Ancient communication by the sea
The maritime Silk Road saw the light of day even before its land-based counterpart. Established during the Qin and Han dynasties (221 B.C.-220 A.D.), it ran from southeast China through the Strait of Malacca and west towards the Indian subcontinent in southeast Asia. For the 21st-century Maritime Silk Road, it goes even farther to Nairobi in Africa, before heading north through the Red Sea towards Athens and Venice in Europe.
In 2007, a Southern Song dynasty (1127-1279) ship, believed to have embarked on the Maritime Silk Road, was found in the waters of Guangdong Province.
On board the "Nanhai One" merchant ship were pieces of refined porcelain, ironware, jade, gold and silver items, coins, and more.
By March 2019, more than 140,000 artifacts had reportedly been recovered.
Archeologists speculate the ship had loaded the cargo for trade in the west before it sank in an accident at sea.
DNA tests on human bones found last year on the ship meanwhile excluded that the person was Asian.
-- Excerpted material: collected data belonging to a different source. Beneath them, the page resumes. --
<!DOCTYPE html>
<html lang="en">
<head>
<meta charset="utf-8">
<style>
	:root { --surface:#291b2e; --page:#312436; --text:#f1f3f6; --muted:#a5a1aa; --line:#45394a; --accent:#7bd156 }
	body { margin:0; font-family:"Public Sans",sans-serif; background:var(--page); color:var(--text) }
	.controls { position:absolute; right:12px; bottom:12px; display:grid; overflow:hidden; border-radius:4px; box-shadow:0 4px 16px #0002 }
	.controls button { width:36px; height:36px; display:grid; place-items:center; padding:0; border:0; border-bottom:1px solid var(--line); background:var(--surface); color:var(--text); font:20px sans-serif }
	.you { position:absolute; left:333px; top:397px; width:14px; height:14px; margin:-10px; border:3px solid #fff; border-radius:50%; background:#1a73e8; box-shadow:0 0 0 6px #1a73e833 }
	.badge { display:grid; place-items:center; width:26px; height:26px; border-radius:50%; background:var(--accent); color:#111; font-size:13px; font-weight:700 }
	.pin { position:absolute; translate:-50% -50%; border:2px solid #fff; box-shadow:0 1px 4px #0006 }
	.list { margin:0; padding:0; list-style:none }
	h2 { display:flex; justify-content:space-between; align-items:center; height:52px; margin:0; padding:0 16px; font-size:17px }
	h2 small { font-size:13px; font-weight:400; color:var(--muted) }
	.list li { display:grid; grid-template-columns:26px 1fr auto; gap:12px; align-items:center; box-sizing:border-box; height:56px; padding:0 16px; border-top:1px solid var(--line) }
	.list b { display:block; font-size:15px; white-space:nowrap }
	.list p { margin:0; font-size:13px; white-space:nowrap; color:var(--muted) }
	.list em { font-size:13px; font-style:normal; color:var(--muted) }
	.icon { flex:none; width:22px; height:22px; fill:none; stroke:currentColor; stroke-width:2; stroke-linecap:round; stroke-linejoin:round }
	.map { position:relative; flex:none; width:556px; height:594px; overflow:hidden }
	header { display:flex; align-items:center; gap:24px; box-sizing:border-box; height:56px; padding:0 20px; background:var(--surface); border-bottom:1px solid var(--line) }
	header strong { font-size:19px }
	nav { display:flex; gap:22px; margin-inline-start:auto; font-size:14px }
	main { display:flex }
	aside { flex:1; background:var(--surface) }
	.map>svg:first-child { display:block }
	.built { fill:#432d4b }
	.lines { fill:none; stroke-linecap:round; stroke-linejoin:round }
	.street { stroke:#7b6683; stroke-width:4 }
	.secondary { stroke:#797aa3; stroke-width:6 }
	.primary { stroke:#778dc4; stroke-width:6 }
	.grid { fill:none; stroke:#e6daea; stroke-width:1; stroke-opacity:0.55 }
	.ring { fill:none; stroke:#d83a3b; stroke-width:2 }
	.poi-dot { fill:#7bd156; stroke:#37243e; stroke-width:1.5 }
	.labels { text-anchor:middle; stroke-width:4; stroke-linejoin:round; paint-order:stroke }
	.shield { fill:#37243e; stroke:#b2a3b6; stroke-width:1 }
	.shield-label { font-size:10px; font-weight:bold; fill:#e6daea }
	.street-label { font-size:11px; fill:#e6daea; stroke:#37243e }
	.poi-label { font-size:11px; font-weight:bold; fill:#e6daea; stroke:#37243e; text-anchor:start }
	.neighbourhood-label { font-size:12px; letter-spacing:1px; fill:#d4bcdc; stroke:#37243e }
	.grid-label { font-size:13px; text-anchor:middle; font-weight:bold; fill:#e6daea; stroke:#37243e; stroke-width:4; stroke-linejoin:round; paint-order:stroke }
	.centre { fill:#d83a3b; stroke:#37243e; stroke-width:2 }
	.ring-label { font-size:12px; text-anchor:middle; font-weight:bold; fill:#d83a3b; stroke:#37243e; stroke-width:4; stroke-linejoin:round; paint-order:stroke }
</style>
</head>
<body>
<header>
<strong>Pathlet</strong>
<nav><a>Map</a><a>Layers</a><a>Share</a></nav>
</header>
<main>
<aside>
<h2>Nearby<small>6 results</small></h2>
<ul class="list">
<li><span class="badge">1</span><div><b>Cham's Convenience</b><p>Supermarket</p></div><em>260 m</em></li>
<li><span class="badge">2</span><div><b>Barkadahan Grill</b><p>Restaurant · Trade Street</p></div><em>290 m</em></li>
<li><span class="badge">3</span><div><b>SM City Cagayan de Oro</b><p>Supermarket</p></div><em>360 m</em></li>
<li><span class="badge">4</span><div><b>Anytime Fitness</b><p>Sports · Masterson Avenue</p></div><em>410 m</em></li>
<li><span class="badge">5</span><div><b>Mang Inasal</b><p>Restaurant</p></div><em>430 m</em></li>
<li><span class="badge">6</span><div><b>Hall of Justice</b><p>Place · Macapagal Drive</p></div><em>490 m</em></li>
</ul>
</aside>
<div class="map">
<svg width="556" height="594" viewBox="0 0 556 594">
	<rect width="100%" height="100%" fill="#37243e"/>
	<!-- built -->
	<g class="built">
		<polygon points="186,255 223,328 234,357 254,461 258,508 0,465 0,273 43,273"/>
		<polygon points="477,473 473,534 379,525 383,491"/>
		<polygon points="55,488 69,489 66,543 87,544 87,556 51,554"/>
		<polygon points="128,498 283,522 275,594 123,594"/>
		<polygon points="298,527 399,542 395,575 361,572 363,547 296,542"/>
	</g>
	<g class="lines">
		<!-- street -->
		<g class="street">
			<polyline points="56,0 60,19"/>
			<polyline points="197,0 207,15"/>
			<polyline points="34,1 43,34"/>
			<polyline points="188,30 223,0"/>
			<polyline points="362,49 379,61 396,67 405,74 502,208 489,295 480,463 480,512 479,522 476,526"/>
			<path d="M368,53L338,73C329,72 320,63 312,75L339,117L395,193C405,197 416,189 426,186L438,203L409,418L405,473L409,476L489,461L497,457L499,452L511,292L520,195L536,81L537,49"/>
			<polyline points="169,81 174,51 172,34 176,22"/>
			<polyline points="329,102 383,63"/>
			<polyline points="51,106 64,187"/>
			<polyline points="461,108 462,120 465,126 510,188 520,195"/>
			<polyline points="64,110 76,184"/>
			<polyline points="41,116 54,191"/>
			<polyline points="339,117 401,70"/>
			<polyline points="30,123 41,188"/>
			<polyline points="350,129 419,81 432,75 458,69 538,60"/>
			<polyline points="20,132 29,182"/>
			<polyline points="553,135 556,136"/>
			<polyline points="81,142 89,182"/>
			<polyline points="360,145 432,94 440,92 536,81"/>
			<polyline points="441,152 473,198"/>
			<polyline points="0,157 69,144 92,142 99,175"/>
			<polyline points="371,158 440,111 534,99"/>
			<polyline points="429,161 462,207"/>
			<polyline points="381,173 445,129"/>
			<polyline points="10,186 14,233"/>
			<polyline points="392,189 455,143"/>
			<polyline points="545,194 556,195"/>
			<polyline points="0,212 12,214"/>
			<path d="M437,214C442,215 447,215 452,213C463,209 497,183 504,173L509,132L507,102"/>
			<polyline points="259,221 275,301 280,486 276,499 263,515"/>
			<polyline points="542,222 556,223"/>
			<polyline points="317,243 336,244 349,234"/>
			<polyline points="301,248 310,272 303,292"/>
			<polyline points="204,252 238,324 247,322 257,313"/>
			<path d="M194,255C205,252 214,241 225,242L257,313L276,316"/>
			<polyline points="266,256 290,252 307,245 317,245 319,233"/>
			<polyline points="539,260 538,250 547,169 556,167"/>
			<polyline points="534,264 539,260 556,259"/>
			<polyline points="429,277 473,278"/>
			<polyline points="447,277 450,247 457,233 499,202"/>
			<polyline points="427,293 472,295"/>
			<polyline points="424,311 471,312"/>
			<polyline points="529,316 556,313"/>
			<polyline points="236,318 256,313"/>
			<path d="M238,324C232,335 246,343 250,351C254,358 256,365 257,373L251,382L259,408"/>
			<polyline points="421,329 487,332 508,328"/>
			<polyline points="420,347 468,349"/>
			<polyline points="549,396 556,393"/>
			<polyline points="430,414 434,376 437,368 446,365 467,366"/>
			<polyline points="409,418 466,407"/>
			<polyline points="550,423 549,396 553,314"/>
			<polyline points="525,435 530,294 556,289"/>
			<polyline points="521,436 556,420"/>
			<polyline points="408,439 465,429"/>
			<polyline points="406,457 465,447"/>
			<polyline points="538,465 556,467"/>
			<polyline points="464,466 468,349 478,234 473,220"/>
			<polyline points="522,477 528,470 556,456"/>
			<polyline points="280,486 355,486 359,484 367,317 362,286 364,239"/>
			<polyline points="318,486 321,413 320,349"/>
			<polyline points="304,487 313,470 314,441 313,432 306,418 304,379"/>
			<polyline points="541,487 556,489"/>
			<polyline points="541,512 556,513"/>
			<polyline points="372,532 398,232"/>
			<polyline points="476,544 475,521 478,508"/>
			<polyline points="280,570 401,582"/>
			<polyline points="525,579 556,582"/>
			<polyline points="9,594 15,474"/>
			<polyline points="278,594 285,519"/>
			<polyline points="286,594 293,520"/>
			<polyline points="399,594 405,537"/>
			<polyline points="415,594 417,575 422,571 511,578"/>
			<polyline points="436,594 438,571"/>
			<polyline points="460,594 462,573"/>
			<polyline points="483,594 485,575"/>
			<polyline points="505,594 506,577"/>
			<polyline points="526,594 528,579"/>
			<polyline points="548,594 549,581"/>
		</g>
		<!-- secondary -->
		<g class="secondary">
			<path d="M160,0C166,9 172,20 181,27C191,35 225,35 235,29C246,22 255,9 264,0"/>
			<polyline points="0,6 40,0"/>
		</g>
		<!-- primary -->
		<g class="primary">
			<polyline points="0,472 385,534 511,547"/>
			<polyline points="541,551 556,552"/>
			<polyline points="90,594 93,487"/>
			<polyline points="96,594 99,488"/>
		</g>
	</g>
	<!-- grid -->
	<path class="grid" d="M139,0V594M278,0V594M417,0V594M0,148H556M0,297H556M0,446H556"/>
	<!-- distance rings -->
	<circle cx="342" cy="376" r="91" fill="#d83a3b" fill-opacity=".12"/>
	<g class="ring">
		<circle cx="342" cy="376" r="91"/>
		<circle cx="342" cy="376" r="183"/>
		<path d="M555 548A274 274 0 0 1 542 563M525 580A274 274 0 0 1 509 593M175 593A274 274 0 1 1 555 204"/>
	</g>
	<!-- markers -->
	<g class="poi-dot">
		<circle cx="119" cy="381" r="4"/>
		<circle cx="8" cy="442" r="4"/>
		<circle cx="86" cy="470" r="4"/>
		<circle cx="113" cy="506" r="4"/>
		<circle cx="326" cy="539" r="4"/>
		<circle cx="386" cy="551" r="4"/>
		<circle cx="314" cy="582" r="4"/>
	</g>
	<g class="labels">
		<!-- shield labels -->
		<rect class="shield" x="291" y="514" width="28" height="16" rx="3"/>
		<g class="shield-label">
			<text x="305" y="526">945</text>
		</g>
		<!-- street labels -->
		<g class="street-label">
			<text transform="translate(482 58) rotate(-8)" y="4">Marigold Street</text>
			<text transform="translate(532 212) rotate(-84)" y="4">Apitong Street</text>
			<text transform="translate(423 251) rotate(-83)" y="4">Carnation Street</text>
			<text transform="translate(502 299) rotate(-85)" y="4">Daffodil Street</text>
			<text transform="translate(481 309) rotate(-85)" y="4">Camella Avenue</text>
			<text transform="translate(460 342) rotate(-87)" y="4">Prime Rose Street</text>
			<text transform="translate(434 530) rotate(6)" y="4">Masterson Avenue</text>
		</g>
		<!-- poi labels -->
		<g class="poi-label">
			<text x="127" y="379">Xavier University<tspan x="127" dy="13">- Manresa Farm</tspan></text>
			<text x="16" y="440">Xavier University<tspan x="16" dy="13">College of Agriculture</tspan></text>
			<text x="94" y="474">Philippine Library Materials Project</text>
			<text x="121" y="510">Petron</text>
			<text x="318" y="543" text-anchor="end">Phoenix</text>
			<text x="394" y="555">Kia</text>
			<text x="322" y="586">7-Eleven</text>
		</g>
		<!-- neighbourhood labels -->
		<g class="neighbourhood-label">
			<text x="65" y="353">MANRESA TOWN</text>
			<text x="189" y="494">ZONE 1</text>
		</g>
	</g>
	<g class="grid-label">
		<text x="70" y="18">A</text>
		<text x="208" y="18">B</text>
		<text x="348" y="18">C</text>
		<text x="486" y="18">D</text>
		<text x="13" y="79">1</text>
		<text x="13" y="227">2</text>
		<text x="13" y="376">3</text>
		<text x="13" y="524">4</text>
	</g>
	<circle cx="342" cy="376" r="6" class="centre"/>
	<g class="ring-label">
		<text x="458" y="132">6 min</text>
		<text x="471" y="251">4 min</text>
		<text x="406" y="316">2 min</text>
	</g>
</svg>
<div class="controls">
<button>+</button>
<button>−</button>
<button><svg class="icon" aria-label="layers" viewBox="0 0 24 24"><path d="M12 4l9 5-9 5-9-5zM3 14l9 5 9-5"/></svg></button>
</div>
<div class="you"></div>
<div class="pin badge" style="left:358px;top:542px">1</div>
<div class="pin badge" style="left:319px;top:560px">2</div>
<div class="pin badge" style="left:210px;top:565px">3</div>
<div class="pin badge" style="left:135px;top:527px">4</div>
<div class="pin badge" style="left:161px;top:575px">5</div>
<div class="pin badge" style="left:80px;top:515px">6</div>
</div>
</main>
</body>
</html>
Experts have said this suggests there were foreign sailors on board the vessel, reflecting the openness and prosperity of the era.
From cultural relics and historical sites like these, it is clear that the Belt and Road is not just a theoretical concept. The ancient Silk Road connected East and West for centuries and still functions today as a bridge, not only for the economy, but also for cultural and people-to-people exchanges.